El año de 1540 marcó el inicio de las desdichas de Beatriz de la Cueva cuando se despidió de su esposo, quien partió a una expedición hacia el Pacífico. Nunca más lo vería con vida.
Pedro de Alvarado falleció en una contienda con los chichimecas, dejando a su esposa como gobernadora de Guatemala, cargo ratificado por el Cabildo guatemalteco. En el verano de 1541, cuando Beatriz recibió la trágica noticia quedó consternada. El absoluto desconsuelo en el que quedó la viuda no le impidió que asumiera el cargo que se le había otorgado, cargo que juró el 9 de septiembre de 1541.
Ese día, Beatriz de la Cueva acudió al Cabildo para depositar la fianza necesaria antes de jurar su cargo como Gobernadora de Guatemala. Un paso que no agradó a muchos, como al cronista Francisco López de Gómara quien en su Historia General de las Indias lo describió como “desvarío y presunción de mujer y cosa nueva entre los españoles de Indias”.
Obviando a aquellos que pudieran definir como una aberración el hecho de que una mujer fuera capaz de gobernar, se situó ante la cruz de la vara de la gobernación y con gran solemnidad firmó el acta que le otorgaría el privilegio de ser la primera mujer en ostentar un cargo de aquella magnitud en tierras americanas.

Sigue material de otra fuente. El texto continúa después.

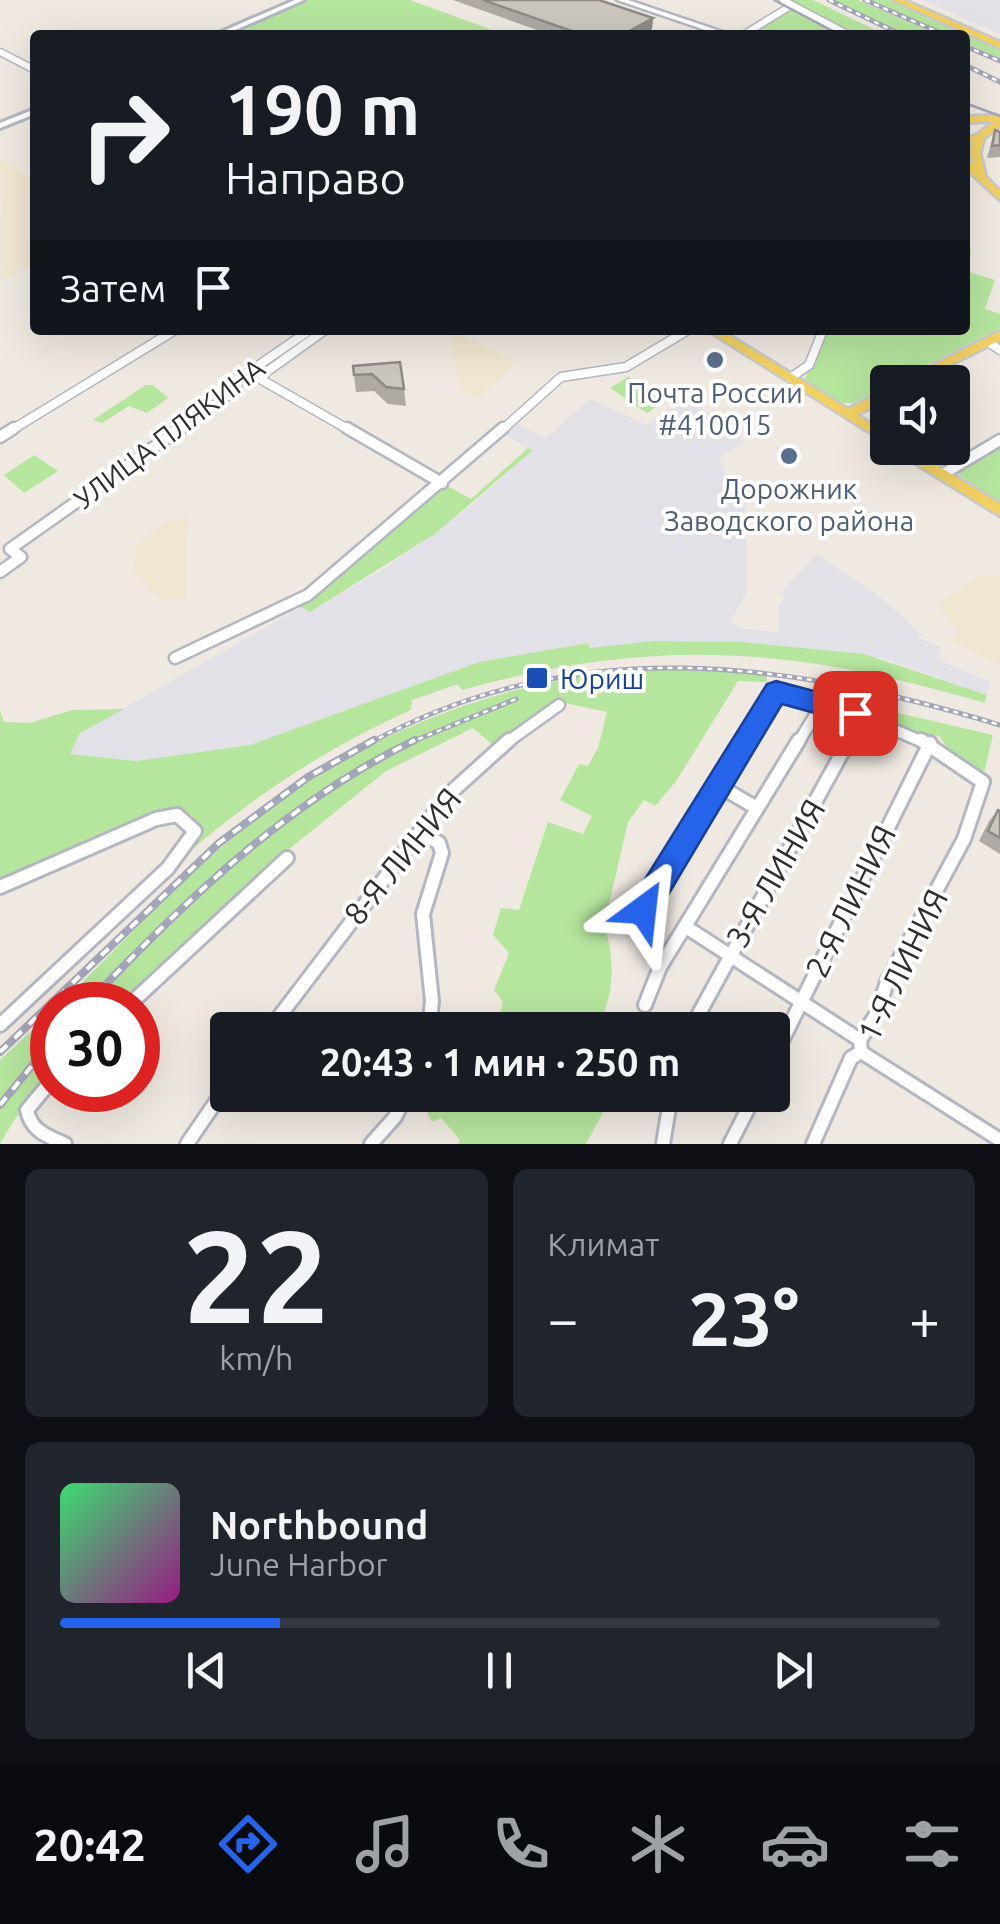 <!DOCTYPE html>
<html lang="ru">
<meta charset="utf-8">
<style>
body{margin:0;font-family:Ubuntu,sans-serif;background:#20242c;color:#f1f3f6;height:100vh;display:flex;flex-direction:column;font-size:38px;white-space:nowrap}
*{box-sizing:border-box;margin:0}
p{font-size:32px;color:#9ea1a6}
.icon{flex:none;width:55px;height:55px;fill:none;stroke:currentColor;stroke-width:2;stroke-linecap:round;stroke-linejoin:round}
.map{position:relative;height:1144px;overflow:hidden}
.side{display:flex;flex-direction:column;gap:25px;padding:25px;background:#0d0f14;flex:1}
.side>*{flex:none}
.top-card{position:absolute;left:30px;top:30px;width:940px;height:305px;border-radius:10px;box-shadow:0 10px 40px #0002;background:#171b24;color:#f1f3f6;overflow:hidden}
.tools{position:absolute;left:870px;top:365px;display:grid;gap:20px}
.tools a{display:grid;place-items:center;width:100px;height:100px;border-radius:10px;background:#171b24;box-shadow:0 10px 40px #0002;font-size:50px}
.speed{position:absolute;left:30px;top:982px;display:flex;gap:20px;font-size:50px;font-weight:700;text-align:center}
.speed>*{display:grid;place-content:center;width:130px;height:130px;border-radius:50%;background:#171b24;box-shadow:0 10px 40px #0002;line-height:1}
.speed .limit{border:15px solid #d22;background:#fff;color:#111}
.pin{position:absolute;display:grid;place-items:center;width:85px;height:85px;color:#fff;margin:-42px;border-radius:20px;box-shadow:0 5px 15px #0006}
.me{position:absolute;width:110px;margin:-55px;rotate:30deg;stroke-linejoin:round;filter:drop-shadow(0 0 8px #0008)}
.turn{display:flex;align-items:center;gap:35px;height:210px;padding:0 30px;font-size:45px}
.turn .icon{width:130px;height:130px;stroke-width:2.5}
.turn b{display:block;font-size:70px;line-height:85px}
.then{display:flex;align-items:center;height:95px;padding:0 30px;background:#0003;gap:20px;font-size:38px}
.big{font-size:75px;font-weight:700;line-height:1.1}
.side .card{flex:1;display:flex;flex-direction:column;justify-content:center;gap:15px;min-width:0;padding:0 35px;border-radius:15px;background:#20242c}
.side .dial{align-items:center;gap:0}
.dial b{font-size:130px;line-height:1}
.song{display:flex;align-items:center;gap:30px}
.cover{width:120px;height:120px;border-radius:15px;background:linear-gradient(135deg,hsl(140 70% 55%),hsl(310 70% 35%))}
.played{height:10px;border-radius:5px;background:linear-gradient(90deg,#2563eb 25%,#363941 25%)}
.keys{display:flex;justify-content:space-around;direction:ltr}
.heat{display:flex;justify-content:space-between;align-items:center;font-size:55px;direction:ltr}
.side .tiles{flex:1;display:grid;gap:25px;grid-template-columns:1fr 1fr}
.card:last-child{grid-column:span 2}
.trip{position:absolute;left:210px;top:1012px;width:580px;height:100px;border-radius:10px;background:#171b24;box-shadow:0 10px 40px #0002;font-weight:700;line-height:100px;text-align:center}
.dock{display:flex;height:160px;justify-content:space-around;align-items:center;background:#090b0e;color:#9ea1a6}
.dock .icon{width:70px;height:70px}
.dock .active{color:#2563eb}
.dock b{font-size:45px;color:#f1f3f6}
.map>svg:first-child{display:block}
</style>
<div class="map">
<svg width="1000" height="1144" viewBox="0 0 1000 1144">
<rect width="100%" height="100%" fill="#efe9e1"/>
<g fill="#e3e1e8">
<path d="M 922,0 L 1000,0 L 1000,34 L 968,20 Z"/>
<path d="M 590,399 L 647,425 L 667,410 L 695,402 L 745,442 L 719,457 L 727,477 L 744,481 L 745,486 L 746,594 L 730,622 L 745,629 L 780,632 L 778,607 L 785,596 L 780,593 L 817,554 L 884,600 L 921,634 L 919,638 L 941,647 L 938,660 L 990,682 L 987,695 L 885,659 L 846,652 L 741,642 L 589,648 L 588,643 L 479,662 L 250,745 L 136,761 L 69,754 L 80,733 L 302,607 L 310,612 L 388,566 L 476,502 L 532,450 L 503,434 L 515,423 L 546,438 Z"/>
</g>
<g fill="#f0e6d1">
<path d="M 0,159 L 35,180 L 35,263 L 2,279 Z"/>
<path d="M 453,331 L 512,358 L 513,367 L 477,398 L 462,390 L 449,334 Z"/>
<path d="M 188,518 L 185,599 L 166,601 L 149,590 L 134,570 L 136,545 L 167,521 Z"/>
<path d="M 981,575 L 1000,576 L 1000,665 L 950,640 L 958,630 L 937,605 Z"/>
</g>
<g fill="#b6e59e">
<path d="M 305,0 L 410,0 L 506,35 L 250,35 L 236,29 Z"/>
<path d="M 787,0 L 813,0 L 886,35 L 853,35 Z"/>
<path d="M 831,0 L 858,0 L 938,35 L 904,35 Z"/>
<path d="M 868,0 L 891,0 L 1000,48 L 1000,58 L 965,43 L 965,35 L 947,35 Z"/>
<path d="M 792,8 L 844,35 L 747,35 Z"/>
<path d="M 965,248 L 971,249 L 969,272 L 995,280 L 985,309 L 1000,314 L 1000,328 L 853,403 L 842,403 L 804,380 L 827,330 L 965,330 Z"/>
<path d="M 628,377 L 665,401 L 647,413 L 610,388 Z"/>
<path d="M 146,385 L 153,385 L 168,398 L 147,413 L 129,406 L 102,423 L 93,420 Z"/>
<path d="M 1000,444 L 1000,502 L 959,475 L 957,468 Z"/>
<path d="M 528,448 L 533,450 L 436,533 L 310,612 L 299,606 L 447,486 L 471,499 Z"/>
<path d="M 34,455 L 58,471 L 24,493 L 4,475 Z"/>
<path d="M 654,641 L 741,642 L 864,654 L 987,695 L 985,703 C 792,647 657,636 462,690 L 458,684 L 412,700 L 411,710 C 323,749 243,803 171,868 L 200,834 L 198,825 L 180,813 L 0,884 L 0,711 L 4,722 L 30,723 L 72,710 L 124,709 L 80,733 L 70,754 L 136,761 L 250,745 L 479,662 L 588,643 L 590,648 Z"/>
<path d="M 662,668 L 766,674 L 767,682 L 738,681 L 677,780 L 655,806 L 644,800 L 628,822 L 604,926 C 615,955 615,998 598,1023 L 603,1030 L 495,1030 L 503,1002 L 494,990 L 509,953 L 493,935 L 501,908 L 519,910 L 548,822 L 583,834 L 592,816 L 560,800 L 579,764 L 588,766 L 598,748 L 607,712 L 560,702 L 494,746 L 473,728 L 386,771 L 283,854 L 125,1005 L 60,1005 C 112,953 163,899 218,850 C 340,740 500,675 662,668 Z"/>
<path d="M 786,687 L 993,735 L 984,773 L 977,774 L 953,756 L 939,736 L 910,731 Z"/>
<path d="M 52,1012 L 52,1077 L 14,1120 L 0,1144 L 0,1060 Z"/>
<path d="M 418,1095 L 612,1095 L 586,1144 L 458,1144 L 460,1140 L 441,1118 L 432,1122 Z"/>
</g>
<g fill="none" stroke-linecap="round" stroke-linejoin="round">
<g stroke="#b4b7c1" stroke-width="9">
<g id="minor-far3">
<path d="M 783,0 L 849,35"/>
<path d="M 743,35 L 792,5"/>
<path d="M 0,52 L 35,70"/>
</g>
</g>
<g stroke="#b4b7c1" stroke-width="11">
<g id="minor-far2">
<path d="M 325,330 L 265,373 L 262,380 L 351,431"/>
<path d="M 988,342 L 1000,350"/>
<path d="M 790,378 L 809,365 L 823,330"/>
<path d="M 10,431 L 175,330"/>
<path d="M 178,431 L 233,392 L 243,376 L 310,330"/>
<path d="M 501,431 L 561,377 L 626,367 L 688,330"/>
</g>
</g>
<g stroke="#b4b7c1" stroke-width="15">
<g id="minor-far1">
<path d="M 347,428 L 442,483"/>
<path d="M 0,437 L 14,428"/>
<path d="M 943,474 L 1000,440"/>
<path d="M 0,572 L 21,557 L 10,549 L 181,428"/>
<path d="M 175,658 L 308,595 L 503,428"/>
<path d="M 506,743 L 559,705"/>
<path d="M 745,743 L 776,692 L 823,699 L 925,743"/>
<path d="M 798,743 L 823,702"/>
<path d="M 848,743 L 862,717"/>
</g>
</g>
<g stroke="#b4b7c1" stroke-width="18">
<g id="minor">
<path d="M 719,786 L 755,807"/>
<path d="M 420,832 L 439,843 L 442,853 L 423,914 L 432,1001 L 429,1030"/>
<path d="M 0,887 L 156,819 L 177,815 L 195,831 L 168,868 L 0,1025"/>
<path d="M 643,910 L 746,740"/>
<path d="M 686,927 L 860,1040"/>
<path d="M 129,1005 L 287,858"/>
<path d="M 645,1005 L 660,967 L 799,740"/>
<path d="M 269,1030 L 448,795 L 509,740"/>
<path d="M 690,1030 L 849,740"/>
<path d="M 861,1052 L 1000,1140"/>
<path d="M 772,1061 L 930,743"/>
<path d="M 52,1080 L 27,1110 C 31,1131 47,1136 65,1144"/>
<path d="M 187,1144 L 228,1084"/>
<path d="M 371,1144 L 395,1117 L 406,1095"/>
<path d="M 663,1144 L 671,1095"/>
<path d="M 730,1144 L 755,1095"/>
<path d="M 813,1144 L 851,1058 L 861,1052 L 860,1040 L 877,1013 L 887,982 L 964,839 L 983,782 L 921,740"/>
</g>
</g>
<g stroke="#b4b7c1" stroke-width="6">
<g id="tertiary">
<path d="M 295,0 L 304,0 L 224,35 L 214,35 Z"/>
<path d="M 35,109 L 35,114 L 0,128 L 0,123 Z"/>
</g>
</g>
<g stroke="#b4b7c1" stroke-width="5">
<path id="secondary" d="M 617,0 L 628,0 L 732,35 L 720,35 Z"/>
</g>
<g stroke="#c9c9c9" stroke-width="5">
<g id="primary">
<path d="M 893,0 L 904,0 L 1000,42 L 1000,48 Z"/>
<path d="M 996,115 L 1000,117 L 1000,126 L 984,138 L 980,153 L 986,177 L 1000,191 L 1000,200 L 965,168 L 965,159 L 974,165 L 970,153 L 973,142 L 965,143 L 965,137 L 975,136 L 995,121 L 965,123 L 965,117 Z"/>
<path d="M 707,330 L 721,330 L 848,409 L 888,388 L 888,398 L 857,415 L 888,434 L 888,444 Z"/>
<path d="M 1000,331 L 1000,340 L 916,382 L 901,382 Z"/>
<path d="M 894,448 L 909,448 L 1000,504 L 1000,516 L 895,451 Z"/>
</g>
</g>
<use href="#minor-far3" stroke="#fff" stroke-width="6"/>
<use href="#minor-far2" stroke="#fff" stroke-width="8"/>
<use href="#minor-far1" stroke="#fff" stroke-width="10"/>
<use href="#minor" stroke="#fff" stroke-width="12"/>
<use href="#tertiary" fill="#fff" fill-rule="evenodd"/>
<use href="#secondary" fill="#fff" fill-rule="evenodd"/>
<use href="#primary" fill="#f2d163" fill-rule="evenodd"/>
<g stroke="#a3a6b8" stroke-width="2.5">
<path d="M 774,0 L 840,35"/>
<path d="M 965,103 L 1000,116"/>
</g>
<g stroke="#a3a6b8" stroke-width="5">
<g id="rail-far1">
<path d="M 829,0 L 902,35"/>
<path d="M 865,0 L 945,35"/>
<path d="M 965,46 L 1000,61"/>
<path d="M 965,65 L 1000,82"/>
<path d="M 370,743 C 575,631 787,661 1000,725"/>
<path d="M 409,743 L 516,699"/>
</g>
</g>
<g stroke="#a3a6b8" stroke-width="8">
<g id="rail">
<path d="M 86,1005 C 183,903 286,802 415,740"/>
<path d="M 0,1052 L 219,843 L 308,777 L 374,740"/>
<path d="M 0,1105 L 52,1041"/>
</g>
</g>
<use href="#rail-far1" stroke="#fff" stroke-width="2.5" stroke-dasharray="5" stroke-linecap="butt"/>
<use href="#rail" stroke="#fff" stroke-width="4" stroke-dasharray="10" stroke-linecap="butt"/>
</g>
<g fill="#afaba4">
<path d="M 453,0 L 599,0 L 653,18 L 652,29 L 641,35 L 551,35 Z"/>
<path d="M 995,130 L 1000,132 L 1000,157 L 987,158 Z"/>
<path d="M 353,366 L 404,389 L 406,406 L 388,404 L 374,391 L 356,392 Z"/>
<path d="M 998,810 L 1000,811 L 1000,854 L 979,841 L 989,821 Z"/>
</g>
<path fill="#8e8b86" d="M 653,18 L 652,29 L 641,35 L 626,35 L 626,33 Z"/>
<g fill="#cbc7bf" stroke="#8e8b86" stroke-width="2.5">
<path d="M 483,0 L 599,0 L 653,18 L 626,33 L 633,35 L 583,35 Z"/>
<path d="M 995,130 L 1000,132 L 1000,145 L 992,146 Z"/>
<path d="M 400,362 L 404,389 L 386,387 L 372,374 L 354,375 L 353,366 Z"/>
<path d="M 998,810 L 1000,811 L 1000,838 L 988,831 Z"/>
</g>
<path fill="#2563eb" stroke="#184099" stroke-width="2.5" d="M 776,681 L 855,702 L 868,713 L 855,724 L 782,704 L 653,920 L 643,924 L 632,920 L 628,910 L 632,900 L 767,684 Z"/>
<g fill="#5c6f8a" stroke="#fff" stroke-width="4">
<circle cx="715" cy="360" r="10"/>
<circle cx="789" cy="456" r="10"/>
</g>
<rect fill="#1a4fb4" stroke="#fff" stroke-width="4" x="525" y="666" width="24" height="24" rx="5"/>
<g text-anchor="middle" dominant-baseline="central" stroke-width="8" stroke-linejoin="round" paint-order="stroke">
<g font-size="28" fill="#4e5e75" stroke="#fff">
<text x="715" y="392">Почта России<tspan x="715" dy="32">#410015</tspan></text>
<text x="789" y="488">Дорожник<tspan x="789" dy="32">Заводского района</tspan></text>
</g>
<g font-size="28" fill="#2e2e2e" stroke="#fff">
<text transform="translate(169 433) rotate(-37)">УЛИЦА ПЛЯКИНА</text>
</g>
<g font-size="28" fill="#164399" stroke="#fff" text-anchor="start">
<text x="560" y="678">Юриш</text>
</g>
<g font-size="32" fill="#2e2e2e" stroke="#fff">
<text transform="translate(402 856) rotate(-51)">8-Я ЛИНИЯ</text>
<text transform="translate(775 873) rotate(-60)">3-Я ЛИНИЯ</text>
<text transform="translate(850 901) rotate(-64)">2-Я ЛИНИЯ</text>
<text transform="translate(902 965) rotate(-64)">1-Я ЛИНИЯ</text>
</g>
</g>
</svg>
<div class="tools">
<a><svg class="icon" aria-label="sound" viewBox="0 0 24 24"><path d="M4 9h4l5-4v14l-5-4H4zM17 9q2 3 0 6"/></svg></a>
</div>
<div class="speed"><div class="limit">30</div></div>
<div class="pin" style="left:855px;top:713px;background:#d93025"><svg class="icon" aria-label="arrive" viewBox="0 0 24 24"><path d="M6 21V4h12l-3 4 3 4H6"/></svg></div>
<svg class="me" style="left:643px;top:910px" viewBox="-20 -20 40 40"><path d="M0-17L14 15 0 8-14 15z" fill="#2563eb" stroke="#fff" stroke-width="4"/></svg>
<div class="trip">20:43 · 1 мин · 250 m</div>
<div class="top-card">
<div class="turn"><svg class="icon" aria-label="right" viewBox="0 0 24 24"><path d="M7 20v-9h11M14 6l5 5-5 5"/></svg><div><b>190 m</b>Направо</div></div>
<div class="then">Затем<svg class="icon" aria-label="arrive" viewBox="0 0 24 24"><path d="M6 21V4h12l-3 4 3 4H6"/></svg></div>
</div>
</div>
<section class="side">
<div class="tiles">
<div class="card dial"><b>22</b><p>km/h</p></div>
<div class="card"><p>Климат</p>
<div class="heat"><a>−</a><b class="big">23°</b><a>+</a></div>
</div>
<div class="card">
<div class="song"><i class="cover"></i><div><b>Northbound</b><p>June Harbor</p></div></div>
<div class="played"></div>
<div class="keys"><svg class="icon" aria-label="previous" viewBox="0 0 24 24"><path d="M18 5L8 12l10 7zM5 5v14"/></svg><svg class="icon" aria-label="pause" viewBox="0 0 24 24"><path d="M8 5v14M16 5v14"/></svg><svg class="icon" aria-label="next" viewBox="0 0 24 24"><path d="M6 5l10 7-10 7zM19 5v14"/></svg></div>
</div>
</div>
</section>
<nav class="dock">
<b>20:42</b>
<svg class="icon active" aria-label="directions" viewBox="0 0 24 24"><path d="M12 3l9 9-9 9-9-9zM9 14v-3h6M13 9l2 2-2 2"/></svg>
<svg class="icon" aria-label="music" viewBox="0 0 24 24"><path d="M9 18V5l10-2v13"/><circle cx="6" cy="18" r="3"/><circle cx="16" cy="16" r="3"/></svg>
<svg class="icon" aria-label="phone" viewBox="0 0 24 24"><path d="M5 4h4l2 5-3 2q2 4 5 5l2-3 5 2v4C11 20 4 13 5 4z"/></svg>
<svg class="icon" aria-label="climate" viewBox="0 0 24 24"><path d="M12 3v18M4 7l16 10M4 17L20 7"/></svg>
<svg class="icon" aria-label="car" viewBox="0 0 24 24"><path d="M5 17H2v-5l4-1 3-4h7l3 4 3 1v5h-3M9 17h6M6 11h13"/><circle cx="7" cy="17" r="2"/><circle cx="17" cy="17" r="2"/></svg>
<svg class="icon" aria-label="filters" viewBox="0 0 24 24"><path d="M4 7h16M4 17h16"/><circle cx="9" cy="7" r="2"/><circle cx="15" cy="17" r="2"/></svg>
</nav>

Beatriz asumía su responsabilidad con determinación, pero también con el triste recuerdo de su marido desaparecido. Un sentimiento que dejó plasmado en su rúbrica cuando firmó como “La sin ventura”.
El atardecer del sábado 10 de septiembre de 1541 se convirtió en noche en un abrir y cerrar de ojos. El cielo se oscureció, iluminado solo por los rayos, mientras la tierra rugía con fuerza. Un terremoto empezó a resquebrajar los cimientos del suelo bajo los pies de los habitantes de la zona. Beatriz, queriendo mantener la calma, la noche del 11 de septiembre guió a sus damas con pasmosa clama entre truenos, réplicas del terremoto, lluvia y oscuridad hasta la capilla de palacio. Juntas, ante el pequeño altar en el que había una cruz, empezaron a rezar con la misma devoción con la que rezaran en momentos de más sosiego.
Las damas no pudieron terminar el Salve, pues el rugir del volcán de Agua, en cuya ladera se encontraba la pared de la capilla, y el volcán de Fuego al otro lado de la ciudad, silenciaron para siempre las voces de Beatriz de la Cueva y las otras mujeres que fielmente la acompañaron. Cuentan las crónicas que Beatriz falleció abrazada a los pies de Cristo.
Su vida, su matrimonio, su mandato, fueron breves. Nunca sabremos si Beatriz de la Cueva podría haber sido una gran gobernadora, pero durante su corta existencia demostró que seguramente sí lo habría sido. Los habitantes de Santiago de los Caballeros admiraron no solo su belleza exterior, igualmente su sabiduría, su elegancia, su inteligencia, discreción y virtud. Fue, nos cuenta Francisco Antonio de Fuentes y Guzmán, “la más heroica y graciosa española que obtuvo en muchos tiempos Guatemala”.
El cuerpo sin vida de Beatriz de la Cueva, fue enterrada en la iglesia catedral de Santiago con honores de gobernadora, pues aunque brevemente, fue la primera gobernadora de la historia de Guatemala.